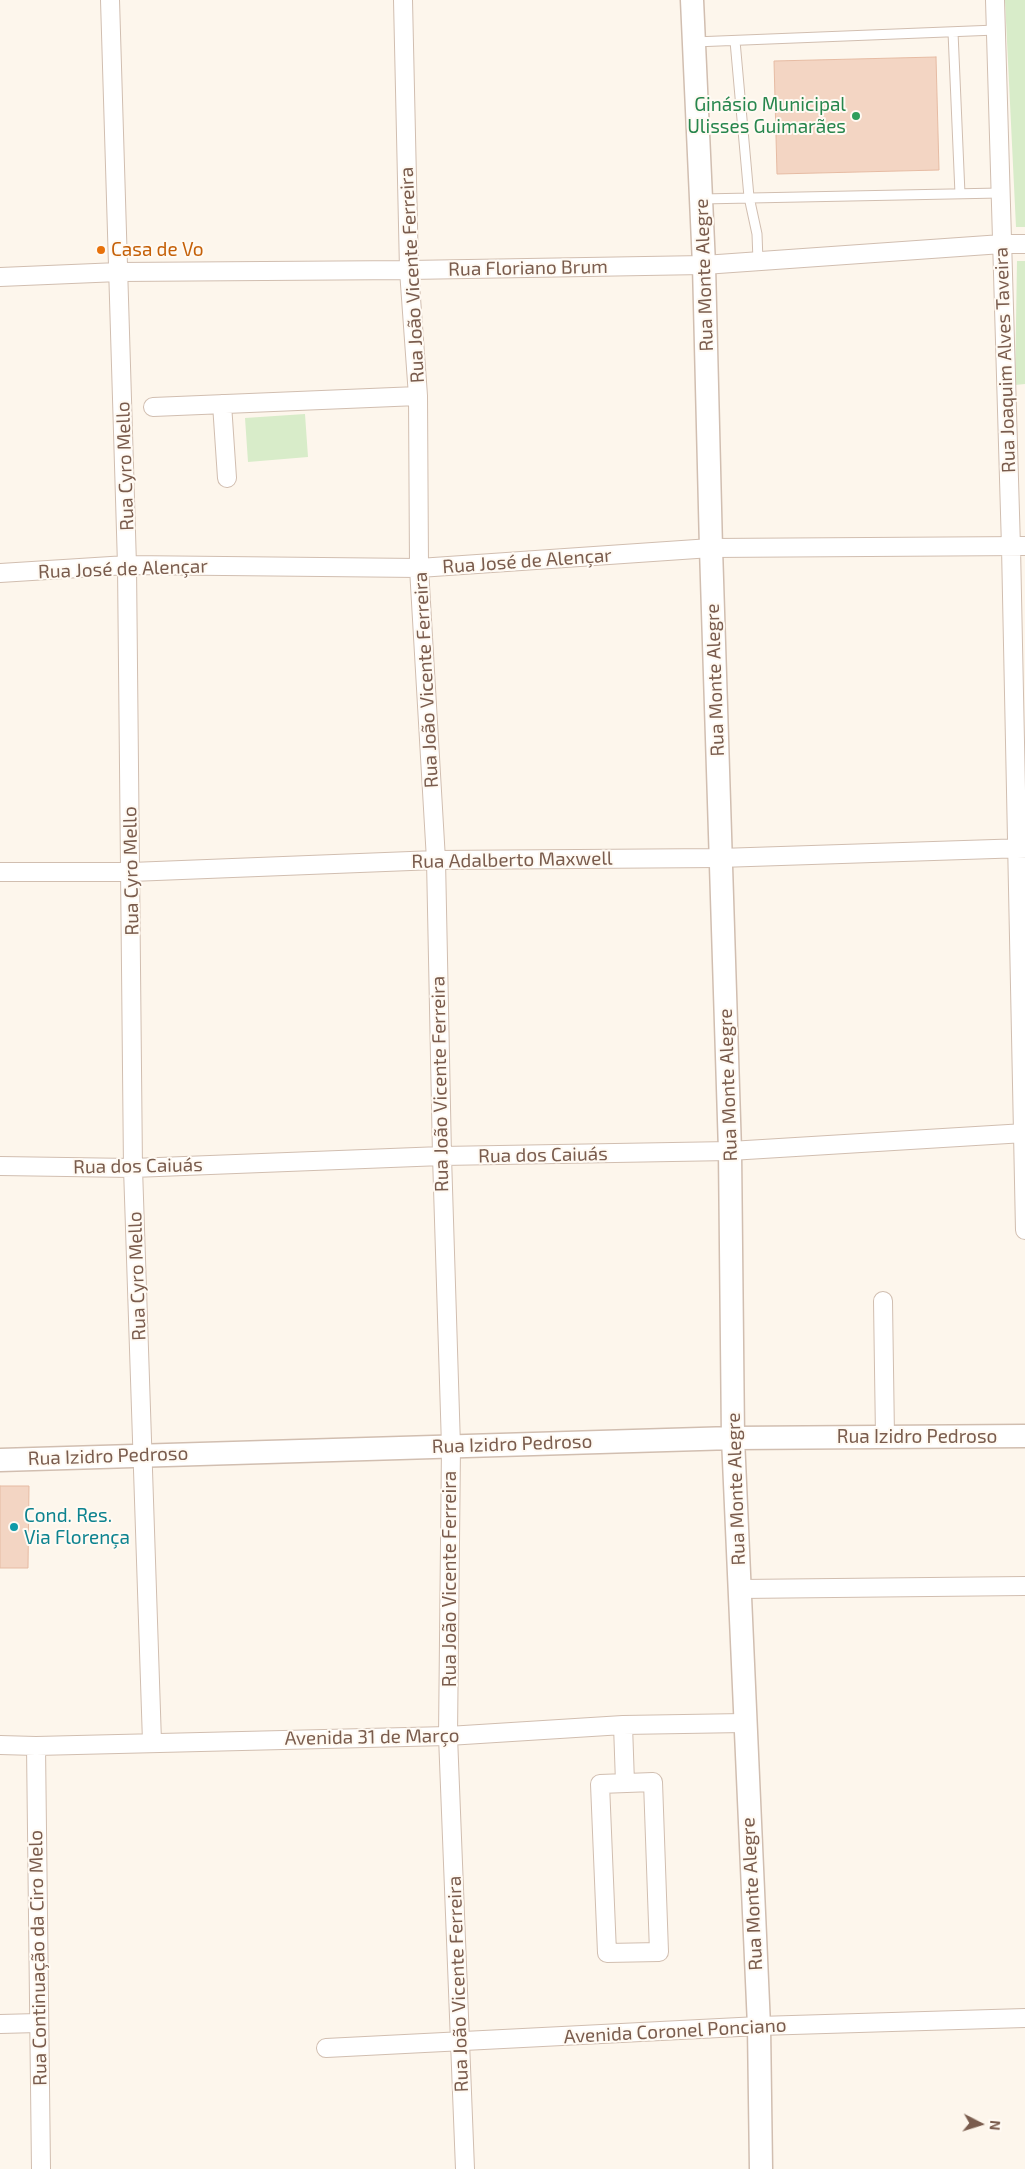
<!DOCTYPE html>
<html>
<head>
<meta charset="utf-8">
<style>
  body { margin:0 }
  #map { position:relative; width:1025px; height:2169px; overflow:hidden; background:#fdf6ec; font-family:"Exo 2",sans-serif }
  canvas { display:block }
  .north { position:absolute; left:955px; top:2099px; width:50px; height:50px; -webkit-text-stroke:4px #fffaf3; paint-order:stroke; rotate:95deg; font-size:14px; font-weight:700; line-height:20px; text-align:center; color:#7a5c4d }
  .north::after { content:''; display:block; margin:auto; width:18px; height:22px; background:#7a5c4d; clip-path:polygon(50% 0,100% 100%,50% 72%,0 100%) }
</style>
</head>
<body>
<div id="map">
<canvas width="1025" height="2169"></canvas>
<div class="north">N</div>
</div>
<script>
const g = document.querySelector('canvas').getContext('2d');
g.lineJoin = 'round';
function fill(path, color) {
  g.fillStyle = color;
  g.fill(path, 'evenodd');
}
function toPath(rows) {
  const path = new Path2D();
  for (const r of rows) {
    path.moveTo(r[0], r[1]);
    for (let i = 2; i < r.length; i += 2) path.lineTo(r[i], r[i + 1]);
  }
  return path;
}
function strokePath(path, color, width, dash) {
  g.strokeStyle = color;
  g.lineWidth = width;
  g.lineCap = dash ? 'butt' : 'round';
  g.setLineDash(dash || []);
  g.stroke(path);
}
function label(font, color, halo, rows, align = 'center') {
  g.font = font + ' "Exo 2",sans-serif';
  g.lineWidth = 4;
  g.setLineDash([]);
  g.textBaseline = 'middle';
  g.strokeStyle = halo;
  g.fillStyle = color;
  for (const [text, x, y, turn = 0] of rows) {
    g.save();
    g.translate(x, y);
    g.rotate((+turn || 0) * Math.PI / 180);
    g.textAlign = isNaN(turn) ? turn : align;
    if (halo) g.strokeText(text, 0, 0);
    g.fillText(text, 0, 0);
    g.restore();
  }
}
fill(toPath([
  [1005,0,1025,0,1025,227,1016,227],
  [1017,261,1025,261,1025,384,1015,385],
  [305,414,308,457,248,462,245,418]
]), '#d8ecc9');
const building = toPath([
  [936,57,939,170,777,174,774,61,936,57],
  [0,1486,29,1486,28,1568,0,1568,0,1486]
]);
fill(building, '#f3d5c3');
strokePath(building, '#e6bba3', 1);
const service = toPath([
  [953,32,960,194],
  [735,41,749,197,757,234,758,261],
  [694,42,996,30],
  [701,199,1000,193]
]);
const minor = toPath([
  [110,0,127,565,133,1168,152,1742],
  [403,0,409,270,418,396,419,568,436,860,442,1156,451,1446,448,1736,465,2169],
  [995,0,1011,547,1025,1230],
  [0,277,119,272,409,270,704,265,1002,244,1025,244],
  [222,404,227,478],
  [153,407,418,396],
  [0,573,127,565,419,568,711,548,1025,546],
  [0,872,131,872,436,860,720,858,1025,848],
  [0,1166,133,1168,442,1156,730,1151,1025,1133],
  [883,1301,885,1437],
  [740,1589,1025,1586],
  [623,1725,625,1783],
  [0,1745,36,1746,448,1736,623,1725,744,1723],
  [36,1746,41,2169],
  [653,1782,659,1952,607,1953,600,1784,653,1782],
  [0,2024,38,2023],
  [326,2048,759,2026,1025,2018]
]);
const tertiary = toPath([
  [692,0,704,265,711,548,730,1151,733,1438,759,2026,761,2169],
  [0,1460,733,1438,1025,1436]
]);
strokePath(service, '#d1beb0', 11);
strokePath(minor, '#d1beb0', 20);
strokePath(tertiary, '#d1beb0', 25);
strokePath(service, '#fff', 9);
strokePath(minor, '#fff', 18);
strokePath(tertiary, '#fff', 22);
for (const [x, y, r, color] of [
  [856,116,5,"#2e9e5b"],
  [101,250,5,"#e8710a"],
  [14,1527,5,"#0f9aa8"]
]) {
  const dot = new Path2D();
  dot.arc(x, y, r, 0, 2 * Math.PI);
  g.fillStyle = color;
  g.fill(dot);
  strokePath(dot, '#fffaf3', 2);
}
label('19px', '#27864d', '#fffaf3', [
  ["Ginásio Municipal",846,105],
  ["Ulisses Guimarães",846,127]
], 'right');
label('19px', '#c56008', '#fffaf3', [
  ["Casa de Vo",111,250]
], 'left');
label('19px', '#7a5c4d', '#fffaf3', [
  ["Rua Floriano Brum",528,268,-1],
  ["Rua João Vicente Ferreira",412,275,-93],
  ["Rua Monte Alegre",704,275,-92],
  ["Rua Joaquim Alves Taveira",1005,360,-92],
  ["Rua Cyro Mello",125,466,-92],
  ["Rua José de Alençar",527,561,-4],
  ["Rua José de Alençar",123,569,-2],
  ["Rua João Vicente Ferreira",426,680,-93],
  ["Rua Monte Alegre",715,680,-92],
  ["Rua Adalberto Maxwell",512,860,-1],
  ["Rua Cyro Mello",131,871,-91],
  ["Rua João Vicente Ferreira",440,1084,-91],
  ["Rua Monte Alegre",728,1085,-92],
  ["Rua dos Caiuás",543,1155,-1],
  ["Rua dos Caiuás",138,1166,-1],
  ["Rua Cyro Mello",137,1276,-92],
  ["Rua Izidro Pedroso",917,1437],
  ["Rua Izidro Pedroso",512,1444,-2],
  ["Rua Izidro Pedroso",108,1456,-2],
  ["Rua Monte Alegre",736,1489,-92],
  ["Rua João Vicente Ferreira",450,1579,-90],
  ["Avenida 31 de Março",372,1737,-1],
  ["Rua Monte Alegre",752,1894,-93],
  ["Rua Continuação da Ciro Melo",38,1958,-91],
  ["Rua João Vicente Ferreira",458,1984,-92],
  ["Avenida Coronel Ponciano",675,2031,-3]
]);
label('19px', '#0d838f', '#fffaf3', [
  ["Cond. Res.",24,1516],
  ["Via Florença",24,1538]
], 'left');
</script>
</body>
</html>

◆ ◆ ◆ ◆ ◆ ◆ ◆

**WORK INSTRUCTIONS:**
Everything from the line with "strokePath(tertiary, '#fff', 22);" through the line with "g.fill(dot);" should be written out exactly as it appears above, end lines included, and nothing outside that range.

**ANSWER FOR THIS EXERCISE:**
strokePath(tertiary, '#fff', 22);
for (const [x, y, r, color] of [
  [856,116,5,"#2e9e5b"],
  [101,250,5,"#e8710a"],
  [14,1527,5,"#0f9aa8"]
]) {
  const dot = new Path2D();
  dot.arc(x, y, r, 0, 2 * Math.PI);
  g.fillStyle = color;
  g.fill(dot);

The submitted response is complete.